Kavanoza Hapsedilen Seri Katil

Diogo Alves, Portekiz’de belirlenen ilk erkek seri katildi. 19. asrın birinci yarısında yaşanan ağır ekonomik, toplumsal ve politik sarsıntıların yarattığı suçlu tipolojiydi. Lizbon’daki tarihi/anıtsal ‘Águas Livres Su Kemeri’ni üs edinip 70 kişiyi öldürmekle suçlandı. Ama farklı cürüm(ler)den hüküm giydi ve asıldı.

Kavanoza Hapsedilen Seri Katil

Kış geceleri mangal başında toplanan komşular, ilginç tecrübelerini, anadan atadan dinledikleri masalları anlatırdı. Çocuklar da heves, merak ve heyecanla dinlerdi. Halk dinlencelerinin abartılı, fantastik kahramanları hem korkutur hem imrendirirdi. Anlatılardan ders çıkarılırdı ama aktarılan deneyimlerin çok azından yararlanılırdı.

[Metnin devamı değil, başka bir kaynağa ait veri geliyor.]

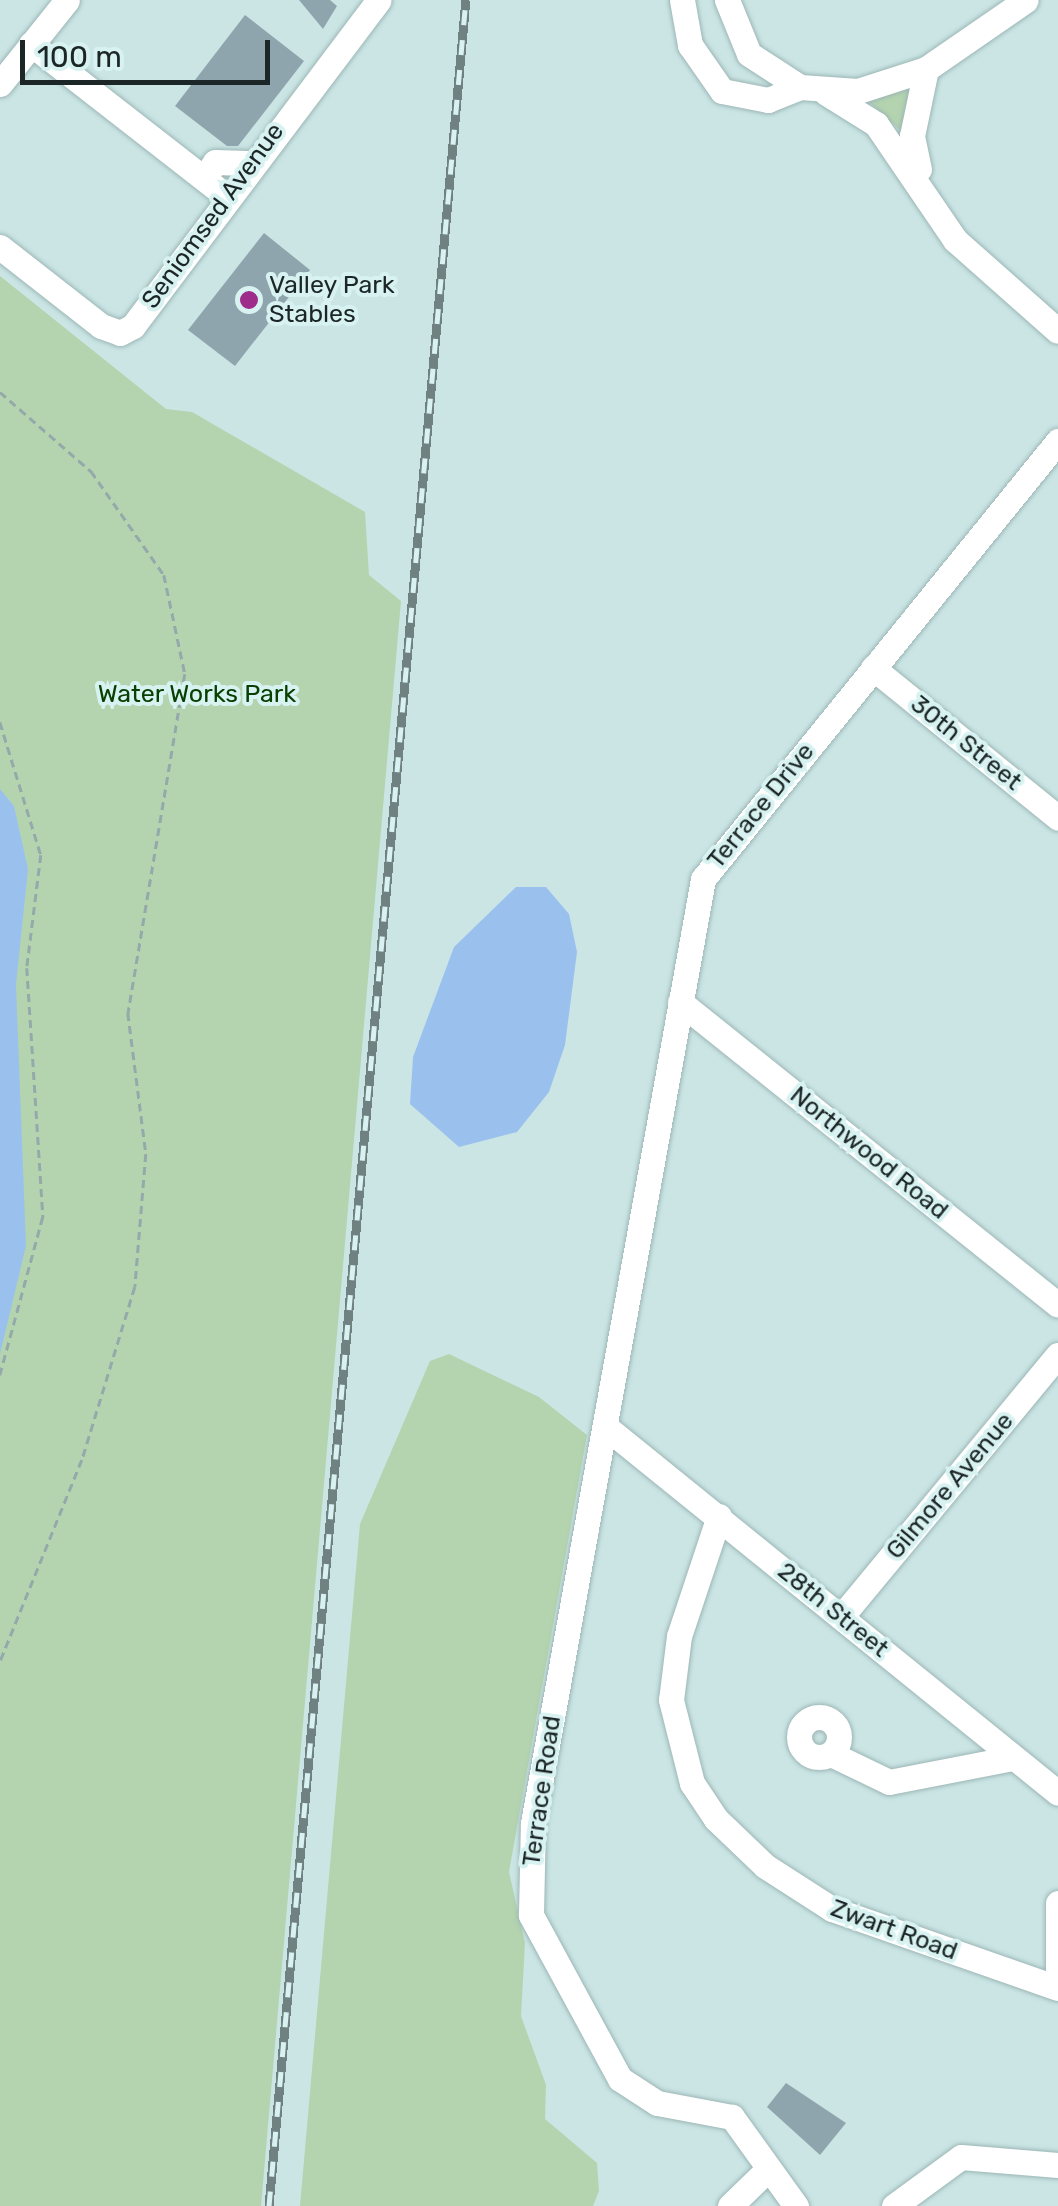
<!DOCTYPE html>
<html>
<head>
<meta charset="utf-8">
<style>
	body { margin:0 }
	#map { position:relative; width:1058px; height:2206px; overflow:hidden; background:#cbe5e5; font-family:Rubik,sans-serif }
	div>[style] { position:absolute }
	.green>* { inset:0; background:#b4d4af }
	.water>* { inset:0; background:#9ac1ee }
	.building>* { inset:0; background:#8fa5ae }
	.path>* { height:2.5px; margin-top:-1.25px; transform-origin:0; background:repeating-linear-gradient(90deg,#94a9a9 0 8px,transparent 0 13px) }
	.roads { filter:drop-shadow(0 0 2px #9db6b6) drop-shadow(0 0 2px #9db6b6) }
	.minor>* { height:25px; margin:-12.5px; padding:0 12.5px; transform-origin:12.5px; border-radius:12.5px; background:#fff }
	.minor>.ring { margin:-12.5px; padding:0; box-sizing:content-box; background:none; border:25px solid #fff; border-radius:50% }
	.rail>* { height:9px; margin-top:-4.5px; transform-origin:0; background:repeating-linear-gradient(90deg,#d8f2f2 0 15px,#708181 0 30px); box-sizing:border-box; border-block:2px solid #708181 }
	.dots>* { width:28px; height:28px; translate:-50% -50%; box-sizing:border-box; border:5px solid #d8f2f2; border-radius:50% }
	span { translate:-50% -50%; white-space:nowrap; text-align:center; line-height:1.15; -webkit-text-stroke:8px #d8f2f2; paint-order:stroke }
	.street-label { font-size:25px; color:#1c2626 }
	.poi-label { font-size:25px; color:#1c2626 }
	.left { translate:0 -50%; text-align:left }
	.park-label { font-size:25px; color:#074000 }
	.scale { position:absolute; left:20px; top:40px; width:250px; height:45px; box-sizing:border-box; border:5px solid #1c2626; border-top:0; padding-left:12px; font-size:30px; line-height:35px; white-space:nowrap; color:#1c2626; -webkit-text-stroke:8px #d8f2f2; paint-order:stroke }
</style>
</head>
<body>
<div id="map">
	<div class="green">
		<i style="clip-path:polygon(910px 86px,902px 132px,868px 101px)"></i>
		<i style="clip-path:polygon(0 276px,166px 409px,192px 412px,365px 512px,369px 575px,401px 601px,261px 2206px,0 2206px)"></i>
		<i style="clip-path:polygon(449px 1354px,539px 1397px,587px 1435px,509px 1872px,525px 1943px,521px 2016px,546px 2085px,545px 2119px,597px 2163px,599px 2191px,593px 2206px,300px 2206px,360px 1524px,430px 1361px)"></i>
	</div>
	<div class="water">
		<i style="clip-path:polygon(0 789px,14px 806px,28px 869px,16px 985px,26px 1246px,0 1354px)"></i>
		<i style="clip-path:polygon(516px 887px,546px 887px,569px 914px,577px 952px,565px 1045px,549px 1092px,517px 1132px,459px 1147px,410px 1104px,413px 1057px,454px 947px)"></i>
	</div>
	<div class="building">
		<i style="clip-path:polygon(299px 0,330px 0,337px 6px,323px 29px)"></i>
		<i style="clip-path:polygon(245px 15px,304px 61px,238px 146px,227px 146px,175px 106px)"></i>
		<i style="clip-path:polygon(264px 233px,310px 270px,235px 366px,188px 330px)"></i>
		<i style="clip-path:polygon(786px 2083px,846px 2123px,820px 2155px,767px 2107px)"></i>
	</div>
	<div class="path">
		<i style="left:0;top:392px;width:121px;rotate:41deg"></i>
		<i style="left:91px;top:471px;width:127px;rotate:54.9deg"></i>
		<i style="left:164px;top:575px;width:101px;rotate:78deg"></i>
		<i style="left:185px;top:674px;width:344px;rotate:99.5deg"></i>
		<i style="left:128px;top:1013px;width:142px;rotate:82.7deg"></i>
		<i style="left:146px;top:1154px;width:133px;rotate:94.7deg"></i>
		<i style="left:135px;top:1287px;width:181px;rotate:107deg"></i>
		<i style="left:82px;top:1460px;width:218px;rotate:112.1deg"></i>
		<i style="left:0;top:722px;width:139px;rotate:72.9deg"></i>
		<i style="left:41px;top:855px;width:114px;rotate:97.1deg"></i>
		<i style="left:27px;top:968px;width:250px;rotate:86.3deg"></i>
		<i style="left:43px;top:1217px;width:164px;rotate:105.2deg"></i>
	</div>
	<div class="roads">
		<div class="minor">
			<i style="left:682px;top:0;width:46px;rotate:79.9deg"></i>
			<i style="left:690px;top:45px;width:56px;rotate:55.2deg"></i>
			<i style="left:722px;top:91px;width:47px;rotate:11.1deg"></i>
			<i style="left:768px;top:100px;width:35px;rotate:-22deg"></i>
			<i style="left:727px;top:0;width:58px;rotate:67.8deg"></i>
			<i style="left:749px;top:54px;width:61px;rotate:32.9deg"></i>
			<i style="left:800px;top:87px;width:58px;rotate:3.9deg"></i>
			<i style="left:858px;top:91px;width:71px;rotate:-17.9deg"></i>
			<i style="left:31px;top:44px;width:244px;rotate:37.9deg"></i>
			<i style="left:0;top:84px;width:107px;rotate:-51.4deg"></i>
			<i style="left:826px;top:93px;width:59px;rotate:31.8deg"></i>
			<i style="left:876px;top:124px;width:140px;rotate:55.7deg"></i>
			<i style="left:955px;top:240px;width:137px;rotate:41.5deg"></i>
			<i style="left:919px;top:169px;width:34px;rotate:-102deg"></i>
			<i style="left:912px;top:136px;width:68px;rotate:-78.2deg"></i>
			<i style="left:926px;top:69px;width:121px;rotate:-34.6deg"></i>
			<i style="left:204px;top:178px;width:19px;rotate:-55deg"></i>
			<i style="left:215px;top:162px;width:32px;rotate:2deg"></i>
			<i style="left:0;top:247px;width:128px;rotate:38deg"></i>
			<i style="left:101px;top:326px;width:20px;rotate:20deg"></i>
			<i style="left:120px;top:333px;width:15px;rotate:-28deg"></i>
			<i style="left:133px;top:326px;width:408px;rotate:-53deg"></i>
			<i style="left:873px;top:668px;width:238px;rotate:39deg"></i>
			<i style="left:680px;top:1002px;width:484px;rotate:38.7deg"></i>
			<i style="left:607px;top:1428px;width:580px;rotate:38.98deg"></i>
			<i style="left:719px;top:1516px;width:126px;rotate:108.4deg"></i>
			<i style="left:679px;top:1636px;width:64px;rotate:97.1deg"></i>
			<i style="left:671px;top:1700px;width:86px;rotate:75.8deg"></i>
			<i style="left:692px;top:1783px;width:43px;rotate:56.3deg"></i>
			<i style="left:716px;top:1819px;width:68px;rotate:43.8deg"></i>
			<i style="left:765px;top:1866px;width:80px;rotate:32.7deg"></i>
			<i style="left:832px;top:1909px;width:239px;rotate:19.3deg"></i>
			<i style="left:841px;top:1617px;width:340px;rotate:-50.4deg"></i>
			<i class="ring" style="left:799px;top:1717px;width:15px;height:15px"></i>
			<i style="left:831px;top:1754px;width:64px;rotate:25.8deg"></i>
			<i style="left:889px;top:1782px;width:126px;rotate:-11deg"></i>
			<i style="left:1058px;top:1903px;width:84px;rotate:90deg"></i>
			<i style="left:730px;top:2206px;width:47px;rotate:-44.1deg"></i>
			<i style="left:796px;top:2206px;width:110px;rotate:-125.7deg"></i>
			<i style="left:732px;top:2117px;width:76px;rotate:-169.4deg"></i>
			<i style="left:657px;top:2103px;width:44px;rotate:-147deg"></i>
			<i style="left:620px;top:2079px;width:187px;rotate:-118.5deg"></i>
			<i style="left:531px;top:1915px;width:92px;rotate:-88.8deg"></i>
			<i style="left:533px;top:1823px;width:959px;rotate:-79.79deg"></i>
			<i style="left:703px;top:879px;width:564px;rotate:-50.98deg"></i>
			<i style="left:894px;top:2206px;width:83px;rotate:-36.2deg"></i>
			<i style="left:961px;top:2157px;width:97px;rotate:4.7deg"></i>
		</div>
	</div>
	<div class="rail">
		<i style="left:269px;top:2206px;width:2215px;rotate:-84.9deg"></i>
	</div>
	<div class="dots">
		<i style="left:249px;top:300px;background:#9d2c8a"></i>
	</div>
	<div class="street-label">
		<span style="left:213px;top:216px;rotate:-54deg">Seniomsed Avenue</span>
		<span style="left:966px;top:743px;rotate:39deg">30th Street</span>
		<span style="left:761px;top:806px;rotate:-51deg">Terrace Drive</span>
		<span style="left:869px;top:1153px;rotate:39deg">Northwood Road</span>
		<span style="left:950px;top:1486px;rotate:-50deg">Gilmore Avenue</span>
		<span style="left:833px;top:1610px;rotate:39deg">28th Street</span>
		<span style="left:542px;top:1791px;rotate:-82deg">Terrace Road</span>
		<span style="left:894px;top:1930px;rotate:20deg">Zwart Road</span>
	</div>
	<div class="poi-label">
		<span class="left" style="left:269px;top:300px">Valley Park<br>Stables</span>
	</div>
	<div class="park-label">
		<span style="left:197px;top:694px">Water Works Park</span>
	</div>
	<div class="scale">100 m</div>
</div>
</body>
</html>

Portekizli Diogo Alves (31) adlı seri katil, yaptıkları, yaşamı ve sonu ile - ülkesi ve toplumu için! - ‘masal kahramanı’ sayılabilirdi. Alves’in macerası anlatıla anlatıla, yazıla yazıla halk dinlencesine dönüştü. Kesilip cam kavanoza konulan başı ‘turistik meta’ haline geldi. Parası ödenen biletlerle müze(ler)de ziyaret edilebilen ‘tarihi eser’e benzedi.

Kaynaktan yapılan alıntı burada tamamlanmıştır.